| Collected data entries |
.....

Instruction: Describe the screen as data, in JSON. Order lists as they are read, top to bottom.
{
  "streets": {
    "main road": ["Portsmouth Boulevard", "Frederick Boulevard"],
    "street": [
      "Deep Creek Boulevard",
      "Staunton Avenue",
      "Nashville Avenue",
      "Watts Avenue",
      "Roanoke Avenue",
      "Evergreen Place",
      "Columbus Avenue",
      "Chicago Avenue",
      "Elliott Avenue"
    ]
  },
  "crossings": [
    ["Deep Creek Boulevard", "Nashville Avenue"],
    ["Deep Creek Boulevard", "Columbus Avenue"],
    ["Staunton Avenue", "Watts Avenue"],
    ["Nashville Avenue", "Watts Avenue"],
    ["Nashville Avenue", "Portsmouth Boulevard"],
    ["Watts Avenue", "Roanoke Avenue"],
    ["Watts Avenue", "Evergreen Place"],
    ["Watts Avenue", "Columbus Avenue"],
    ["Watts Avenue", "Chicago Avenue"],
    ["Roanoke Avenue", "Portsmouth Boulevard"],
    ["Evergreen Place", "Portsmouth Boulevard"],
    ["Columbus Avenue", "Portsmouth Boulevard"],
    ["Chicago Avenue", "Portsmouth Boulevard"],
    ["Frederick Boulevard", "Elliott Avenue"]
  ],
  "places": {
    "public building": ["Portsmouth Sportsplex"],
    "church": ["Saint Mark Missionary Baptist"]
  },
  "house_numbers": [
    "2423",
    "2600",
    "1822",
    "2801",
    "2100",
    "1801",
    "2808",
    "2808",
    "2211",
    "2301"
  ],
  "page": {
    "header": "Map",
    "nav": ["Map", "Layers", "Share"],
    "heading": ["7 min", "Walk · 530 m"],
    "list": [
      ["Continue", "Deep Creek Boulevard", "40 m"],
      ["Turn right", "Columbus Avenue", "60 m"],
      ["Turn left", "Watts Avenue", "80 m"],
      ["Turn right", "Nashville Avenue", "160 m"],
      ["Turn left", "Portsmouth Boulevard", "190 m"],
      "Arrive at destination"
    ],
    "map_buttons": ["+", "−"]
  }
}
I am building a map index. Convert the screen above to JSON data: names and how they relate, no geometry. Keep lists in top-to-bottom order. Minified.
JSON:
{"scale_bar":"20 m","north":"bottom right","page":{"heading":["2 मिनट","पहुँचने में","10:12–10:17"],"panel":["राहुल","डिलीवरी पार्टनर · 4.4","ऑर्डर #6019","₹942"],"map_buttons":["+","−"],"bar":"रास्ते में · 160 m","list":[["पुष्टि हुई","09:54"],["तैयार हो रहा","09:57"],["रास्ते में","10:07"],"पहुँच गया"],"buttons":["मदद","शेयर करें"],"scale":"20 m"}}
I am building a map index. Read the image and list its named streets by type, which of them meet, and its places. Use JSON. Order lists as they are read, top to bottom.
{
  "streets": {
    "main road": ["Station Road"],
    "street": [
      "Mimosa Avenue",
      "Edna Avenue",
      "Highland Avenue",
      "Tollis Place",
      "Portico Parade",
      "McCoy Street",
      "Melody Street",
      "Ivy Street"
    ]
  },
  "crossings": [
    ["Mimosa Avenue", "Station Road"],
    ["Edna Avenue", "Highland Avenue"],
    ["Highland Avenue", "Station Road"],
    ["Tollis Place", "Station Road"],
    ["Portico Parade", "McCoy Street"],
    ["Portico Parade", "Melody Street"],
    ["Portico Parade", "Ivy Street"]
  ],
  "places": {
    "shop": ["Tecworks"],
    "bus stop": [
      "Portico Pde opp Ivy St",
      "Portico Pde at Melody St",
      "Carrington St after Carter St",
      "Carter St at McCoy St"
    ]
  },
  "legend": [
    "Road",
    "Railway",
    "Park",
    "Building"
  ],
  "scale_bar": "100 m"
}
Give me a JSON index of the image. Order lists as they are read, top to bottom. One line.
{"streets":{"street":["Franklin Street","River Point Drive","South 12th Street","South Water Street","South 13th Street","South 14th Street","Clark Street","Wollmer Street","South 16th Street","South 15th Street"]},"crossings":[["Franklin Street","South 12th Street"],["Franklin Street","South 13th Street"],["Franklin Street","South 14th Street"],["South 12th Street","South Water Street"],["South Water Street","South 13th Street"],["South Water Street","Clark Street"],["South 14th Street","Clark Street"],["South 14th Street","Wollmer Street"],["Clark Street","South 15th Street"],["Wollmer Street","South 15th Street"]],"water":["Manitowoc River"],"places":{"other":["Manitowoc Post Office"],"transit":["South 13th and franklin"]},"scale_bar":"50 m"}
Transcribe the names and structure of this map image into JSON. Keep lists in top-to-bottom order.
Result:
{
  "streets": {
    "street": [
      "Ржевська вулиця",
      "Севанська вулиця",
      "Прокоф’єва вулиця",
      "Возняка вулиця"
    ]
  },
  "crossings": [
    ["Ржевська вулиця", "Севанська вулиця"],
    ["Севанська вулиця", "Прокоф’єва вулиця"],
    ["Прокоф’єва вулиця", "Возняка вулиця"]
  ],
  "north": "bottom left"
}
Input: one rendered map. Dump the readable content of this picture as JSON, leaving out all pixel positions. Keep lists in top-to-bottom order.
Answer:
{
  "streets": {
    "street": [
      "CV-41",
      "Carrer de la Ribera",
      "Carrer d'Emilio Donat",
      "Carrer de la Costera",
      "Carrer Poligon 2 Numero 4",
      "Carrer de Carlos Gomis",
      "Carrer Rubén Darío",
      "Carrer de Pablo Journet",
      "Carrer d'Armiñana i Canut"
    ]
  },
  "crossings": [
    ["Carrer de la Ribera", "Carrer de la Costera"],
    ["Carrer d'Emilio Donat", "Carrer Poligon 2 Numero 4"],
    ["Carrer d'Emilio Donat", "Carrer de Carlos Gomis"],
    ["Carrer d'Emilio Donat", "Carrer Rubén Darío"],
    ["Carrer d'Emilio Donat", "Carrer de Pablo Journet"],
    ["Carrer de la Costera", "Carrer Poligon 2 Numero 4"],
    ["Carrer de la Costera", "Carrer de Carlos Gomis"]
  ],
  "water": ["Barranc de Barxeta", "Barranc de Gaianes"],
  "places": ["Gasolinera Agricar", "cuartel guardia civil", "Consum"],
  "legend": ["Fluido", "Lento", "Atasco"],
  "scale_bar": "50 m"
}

.....

| GOAL OF THE EXERCISE |
List every line above that holds the word "Gomis".

| EXPECTED OUTPUT |
      "Carrer de Carlos Gomis",
    ["Carrer d'Emilio Donat", "Carrer de Carlos Gomis"],
    ["Carrer de la Costera", "Carrer de Carlos Gomis"]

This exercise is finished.